Rintracciate sul mercato nero tonnellate di zanne di elefante. Secondo uno studio, tanto di questo avorio venduto illegalmente proverrebbe da scorte governative e quindi sequestrato, già, in precedenza.
Secondo quando affermato da uno studio guidato dall’Università dello Utah e dall’Università del Washington, la quantità media delle zanne di elefante oggetto di spedizioni illegali è pari a circa 2,5 tonnellate.

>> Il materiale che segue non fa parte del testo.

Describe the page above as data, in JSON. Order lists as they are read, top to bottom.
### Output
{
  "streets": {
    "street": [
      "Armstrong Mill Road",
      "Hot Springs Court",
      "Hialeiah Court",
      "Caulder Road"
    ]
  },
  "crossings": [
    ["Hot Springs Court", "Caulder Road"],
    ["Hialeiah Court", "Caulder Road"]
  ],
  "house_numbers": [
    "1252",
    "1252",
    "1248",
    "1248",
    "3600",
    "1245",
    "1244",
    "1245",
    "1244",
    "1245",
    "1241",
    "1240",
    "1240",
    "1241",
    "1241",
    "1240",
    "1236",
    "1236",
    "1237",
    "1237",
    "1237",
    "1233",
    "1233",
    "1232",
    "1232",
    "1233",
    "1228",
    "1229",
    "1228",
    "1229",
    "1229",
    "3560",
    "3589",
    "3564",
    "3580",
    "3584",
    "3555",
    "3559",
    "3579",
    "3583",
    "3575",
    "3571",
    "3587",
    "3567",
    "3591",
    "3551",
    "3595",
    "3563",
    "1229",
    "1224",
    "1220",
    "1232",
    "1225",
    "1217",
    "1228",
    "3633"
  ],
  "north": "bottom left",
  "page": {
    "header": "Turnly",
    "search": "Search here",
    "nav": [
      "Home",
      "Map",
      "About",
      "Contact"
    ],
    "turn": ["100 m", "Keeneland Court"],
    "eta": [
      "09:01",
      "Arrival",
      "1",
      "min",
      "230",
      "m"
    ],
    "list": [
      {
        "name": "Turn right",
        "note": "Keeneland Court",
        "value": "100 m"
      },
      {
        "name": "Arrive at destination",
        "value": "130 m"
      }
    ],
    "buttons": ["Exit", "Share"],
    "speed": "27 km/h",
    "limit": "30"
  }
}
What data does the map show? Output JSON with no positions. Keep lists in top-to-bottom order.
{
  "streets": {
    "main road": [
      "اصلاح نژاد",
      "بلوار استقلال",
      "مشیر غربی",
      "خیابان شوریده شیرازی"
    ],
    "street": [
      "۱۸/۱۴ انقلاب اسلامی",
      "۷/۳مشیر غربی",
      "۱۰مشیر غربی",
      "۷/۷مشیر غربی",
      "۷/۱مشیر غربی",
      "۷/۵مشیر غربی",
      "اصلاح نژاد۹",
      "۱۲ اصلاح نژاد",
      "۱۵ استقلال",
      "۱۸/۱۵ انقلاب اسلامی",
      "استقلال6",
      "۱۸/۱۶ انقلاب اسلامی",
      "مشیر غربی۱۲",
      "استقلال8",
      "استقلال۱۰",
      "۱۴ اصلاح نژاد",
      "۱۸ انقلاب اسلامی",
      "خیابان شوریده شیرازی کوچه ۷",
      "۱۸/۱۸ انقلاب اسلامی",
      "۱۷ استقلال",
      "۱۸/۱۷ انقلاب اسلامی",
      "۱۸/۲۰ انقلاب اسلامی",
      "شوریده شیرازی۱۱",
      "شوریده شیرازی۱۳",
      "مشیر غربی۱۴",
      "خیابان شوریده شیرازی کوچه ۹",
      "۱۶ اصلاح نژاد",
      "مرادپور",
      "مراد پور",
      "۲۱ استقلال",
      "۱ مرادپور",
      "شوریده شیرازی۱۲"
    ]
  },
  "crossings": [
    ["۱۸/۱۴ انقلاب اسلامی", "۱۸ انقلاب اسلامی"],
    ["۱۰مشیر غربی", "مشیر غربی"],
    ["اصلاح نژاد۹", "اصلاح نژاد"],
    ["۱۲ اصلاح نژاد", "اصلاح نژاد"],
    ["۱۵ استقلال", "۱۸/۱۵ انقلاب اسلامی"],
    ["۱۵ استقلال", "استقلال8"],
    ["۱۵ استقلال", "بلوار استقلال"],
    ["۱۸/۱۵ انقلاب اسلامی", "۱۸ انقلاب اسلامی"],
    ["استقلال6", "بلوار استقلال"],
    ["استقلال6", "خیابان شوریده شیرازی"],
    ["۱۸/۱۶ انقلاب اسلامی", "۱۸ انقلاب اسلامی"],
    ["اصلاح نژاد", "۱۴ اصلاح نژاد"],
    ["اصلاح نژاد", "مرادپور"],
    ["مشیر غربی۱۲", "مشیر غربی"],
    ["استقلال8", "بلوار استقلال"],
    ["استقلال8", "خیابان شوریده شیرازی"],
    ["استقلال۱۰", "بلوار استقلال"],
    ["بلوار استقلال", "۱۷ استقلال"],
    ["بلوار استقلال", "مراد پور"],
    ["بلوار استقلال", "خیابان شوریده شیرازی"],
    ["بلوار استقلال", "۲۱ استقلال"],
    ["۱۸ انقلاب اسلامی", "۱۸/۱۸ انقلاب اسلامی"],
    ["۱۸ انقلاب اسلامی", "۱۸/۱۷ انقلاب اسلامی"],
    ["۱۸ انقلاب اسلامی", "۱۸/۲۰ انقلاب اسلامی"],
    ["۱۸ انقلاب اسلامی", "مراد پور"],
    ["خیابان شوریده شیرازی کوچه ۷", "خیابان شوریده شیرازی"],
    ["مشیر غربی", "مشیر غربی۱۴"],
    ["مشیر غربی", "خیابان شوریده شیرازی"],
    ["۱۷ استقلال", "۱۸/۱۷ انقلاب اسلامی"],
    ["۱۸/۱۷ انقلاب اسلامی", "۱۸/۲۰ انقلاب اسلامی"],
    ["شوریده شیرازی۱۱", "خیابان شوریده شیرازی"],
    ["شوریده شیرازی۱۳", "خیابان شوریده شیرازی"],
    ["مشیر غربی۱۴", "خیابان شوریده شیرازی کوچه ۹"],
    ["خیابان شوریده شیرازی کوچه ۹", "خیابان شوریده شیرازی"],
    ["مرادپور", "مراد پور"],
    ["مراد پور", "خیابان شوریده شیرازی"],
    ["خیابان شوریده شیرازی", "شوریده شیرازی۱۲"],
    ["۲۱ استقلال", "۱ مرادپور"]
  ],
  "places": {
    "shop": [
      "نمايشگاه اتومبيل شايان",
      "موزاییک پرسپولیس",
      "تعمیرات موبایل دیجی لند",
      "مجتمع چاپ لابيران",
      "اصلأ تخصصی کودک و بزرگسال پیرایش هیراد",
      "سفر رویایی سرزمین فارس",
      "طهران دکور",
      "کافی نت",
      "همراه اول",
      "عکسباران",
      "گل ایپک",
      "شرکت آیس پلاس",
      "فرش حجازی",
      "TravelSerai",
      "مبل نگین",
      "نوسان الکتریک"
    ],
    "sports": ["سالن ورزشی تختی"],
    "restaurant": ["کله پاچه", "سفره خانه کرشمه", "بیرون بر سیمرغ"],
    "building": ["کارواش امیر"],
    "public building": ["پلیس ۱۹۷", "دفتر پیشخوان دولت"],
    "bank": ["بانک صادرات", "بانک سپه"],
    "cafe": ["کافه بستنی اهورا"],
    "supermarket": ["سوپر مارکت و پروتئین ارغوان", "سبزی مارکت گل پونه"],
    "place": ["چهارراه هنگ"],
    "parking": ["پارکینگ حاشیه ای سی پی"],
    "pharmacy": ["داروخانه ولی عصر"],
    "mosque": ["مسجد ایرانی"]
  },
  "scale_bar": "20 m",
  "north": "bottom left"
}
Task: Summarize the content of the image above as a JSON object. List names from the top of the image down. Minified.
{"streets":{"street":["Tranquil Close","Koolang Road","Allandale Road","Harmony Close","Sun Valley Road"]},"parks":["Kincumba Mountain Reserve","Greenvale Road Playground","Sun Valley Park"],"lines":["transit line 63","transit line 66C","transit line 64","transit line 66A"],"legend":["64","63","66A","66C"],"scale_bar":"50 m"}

Ma secondo quanto espresso dalla ricerca, ci sarebbe un altro dato allarmante che si aggiunge a questo aspetto già drammatico.
Lo studio, pubblicato sui Proceedings of the National Academy of Sciences, avrebbe fatto emergere, infatti, che tante delle esportazioni illegali protagoniste del mercato nero potrebbe arrivare da scorte governative. Ovvero, tante delle zanne ri-sequestrate proverrebbero da precedenti sequestri.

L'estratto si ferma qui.